Task instructions:
Return every line in the entries below where the word "position" shows up.

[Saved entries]

- - -

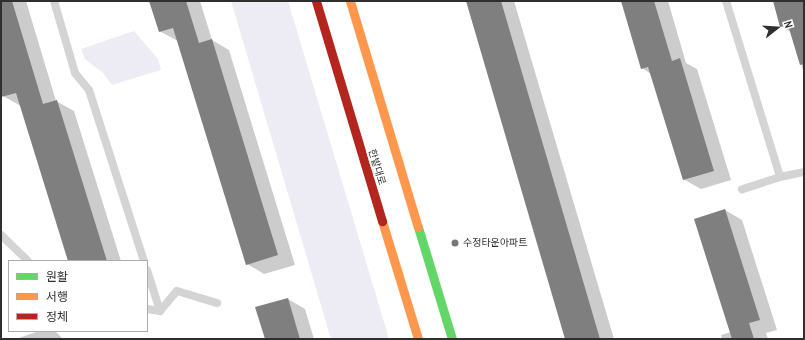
<!DOCTYPE html>
<meta charset="utf-8">
<style>
body{margin:0}
#map{position:relative;width:805px;height:340px;overflow:hidden;background:#fff;font-family:"Archivo Narrow","Noto Sans KR",sans-serif}
div>[style]{position:absolute}
.green>*{inset:0;background:#edecf5}
.shadow>*{inset:0;background:#0003}
.building>*{inset:0;background:#7f7f7f}
.lane>*{height:8px;margin:-4px;padding:0 4px;transform-origin:4px;border-radius:4px;background:#d4d4d4}
.fast>*{height:9px;margin:-4.5px;padding:0 4.5px;transform-origin:4.5px;border-radius:4.5px;background:#63d668}
.slow>*{height:9px;margin:-4.5px;padding:0 4.5px;transform-origin:4.5px;border-radius:4.5px;background:#ff974d}
.jam>*{height:9px;margin:-4.5px;padding:0 4.5px;transform-origin:4.5px;border-radius:4.5px;background:#b3261e}
.dots>*{width:11px;height:11px;translate:-50% -50%;box-sizing:border-box;border:2px solid #fff;border-radius:50%}
span{translate:-50% -50%;white-space:nowrap;text-align:center;line-height:1.15;-webkit-text-stroke:4px #fff;paint-order:stroke}
.street-label{font-size:10px;color:#2f2f2f}
.poi-label{font-size:10px;color:#2f2f2f}
.left{translate:0 -50%;text-align:left}
.frame{position:absolute;inset:0;border:2px solid #2f2f2f;pointer-events:none}
.legend{position:absolute;left:8px;top:260px;width:140px;height:72px;box-sizing:border-box;background:#fff;border:1px solid #acacac;margin:0;padding:5px 7px;list-style:none;font-size:12px;color:#2f2f2f}
.legend li{display:flex;align-items:center;gap:8px;height:20px}
.legend b{width:20px;border:1px solid #acacac}
.north{position:absolute;left:757px;top:8px;width:40px;height:40px;-webkit-text-stroke:3px #fff;paint-order:stroke;rotate:73deg;font-size:11px;font-weight:700;line-height:16px;text-align:center;color:#2f2f2f}
.north::after{content:'';display:block;margin:auto;width:14px;height:18px;background:#2f2f2f;clip-path:polygon(50% 0,100% 100%,50% 72%,0 100%)}
</style>
<div id="map">
<div class="green">
<i style="clip-path:polygon(231px 1px,288px 1px,389px 339px,331px 339px)"></i>
<i style="clip-path:polygon(134px 31px,158px 59px,161px 70px,112px 85px,103px 73px,85px 59px,81px 49px)"></i>
</div>
<div class="shadow">
<i style="clip-path:polygon(1px 1px,26px 1px,56px 101px,74px 111px,121px 261px,69px 261px,21px 106px,3px 96px,1px 88px)"></i>
<i style="clip-path:polygon(150px 1px,200px 1px,212px 40px,229px 50px,295px 265px,264px 274px,247px 264px,178px 41px,159px 31px)"></i>
<i style="clip-path:polygon(467px 1px,514px 1px,614px 339px,566px 339px)"></i>
<i style="clip-path:polygon(622px 1px,668px 1px,686px 63px,697px 69px,731px 180px,701px 189px,683px 179px,651px 74px,642px 68px)"></i>
<i style="clip-path:polygon(774px 1px,804px 1px,804px 74px,792px 33px,781px 26px)"></i>
<i style="clip-path:polygon(725px 210px,742px 220px,777px 330px,766px 333px,768px 339px,722px 339px,721px 335px,731px 332px)"></i>
<i style="clip-path:polygon(288px 299px,305px 309px,314px 339px,266px 339px)"></i>
<i style="clip-path:polygon(39px 331px,55px 331px,63px 339px,16px 339px)"></i>
</div>
<div class="building">
<i style="clip-path:polygon(1px 1px,12px 1px,43px 104px,57px 100px,107px 261px,68px 261px,16px 93px,1px 97px)"></i>
<i style="clip-path:polygon(149px 1px,186px 1px,199px 43px,212px 39px,278px 255px,246px 265px,173px 28px,159px 32px)"></i>
<i style="clip-path:polygon(466px 1px,501px 1px,600px 339px,565px 339px)"></i>
<i style="clip-path:polygon(621px 1px,654px 1px,672px 61px,680px 58px,714px 171px,683px 180px,648px 67px,641px 69px)"></i>
<i style="clip-path:polygon(773px 1px,804px 1px,804px 64px,800px 65px,788px 25px,780px 27px)"></i>
<i style="clip-path:polygon(725px 209px,760px 320px,749px 323px,754px 339px,732px 339px,694px 219px)"></i>
<i style="clip-path:polygon(288px 298px,300px 339px,265px 339px,255px 307px)"></i>
</div>
<div class="lane">
<i style="left:54px;top:1px;width:75px;rotate:73.7deg"></i>
<i style="left:75px;top:73px;width:22px;rotate:51deg"></i>
<i style="left:89px;top:90px;width:180px;rotate:72.2deg"></i>
<i style="left:726px;top:1px;width:184px;rotate:72.9deg"></i>
<i style="left:780px;top:177px;width:40px;rotate:162deg"></i>
<i style="left:780px;top:177px;width:25px;rotate:-12deg"></i>
<i style="left:1px;top:235px;width:37px;rotate:44deg"></i>
<i style="left:147px;top:270px;width:43px;rotate:72.4deg"></i>
<i style="left:147px;top:309px;width:13px;rotate:9deg"></i>
<i style="left:160px;top:311px;width:26px;rotate:-50deg"></i>
<i style="left:177px;top:291px;width:42px;rotate:16.7deg"></i>
</div>
<div class="fast">
<i style="left:418px;top:227px;width:117px;rotate:73.1deg"></i>
</div>
<div class="slow">
<i style="left:350px;top:1px;width:236px;rotate:73.3deg"></i>
<i style="left:382px;top:221px;width:123px;rotate:73deg"></i>
</div>
<div class="jam">
<i style="left:316px;top:1px;width:230px;rotate:73.3deg"></i>
</div>
<div class="dots">
<i style="left:455px;top:243px;background:#787878"></i>
</div>
<div class="street-label">
<span style="left:377px;top:167px;rotate:73deg">한밭대로</span>
</div>
<div class="poi-label">
<span class="left" style="left:463px;top:243px">수정타운아파트</span>
</div>
<div class="frame"></div>
<ul class="legend">
<li><b style="height:5px;background:#63d668"></b>원활</li>
<li><b style="height:5px;background:#ff974d"></b>서행</li>
<li><b style="height:5px;background:#b3261e"></b>정체</li>
</ul>
<div class="north">N</div>
</div>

- - -

Your response:
#map{position:relative;width:805px;height:340px;overflow:hidden;background:#fff;font-family:"Archivo Narrow","Noto Sans KR",sans-serif}
div>[style]{position:absolute}
.frame{position:absolute;inset:0;border:2px solid #2f2f2f;pointer-events:none}
.legend{position:absolute;left:8px;top:260px;width:140px;height:72px;box-sizing:border-box;background:#fff;border:1px solid #acacac;margin:0;padding:5px 7px;list-style:none;font-size:12px;color:#2f2f2f}
.north{position:absolute;left:757px;top:8px;width:40px;height:40px;-webkit-text-stroke:3px #fff;paint-order:stroke;rotate:73deg;font-size:11px;font-weight:700;line-height:16px;text-align:center;color:#2f2f2f}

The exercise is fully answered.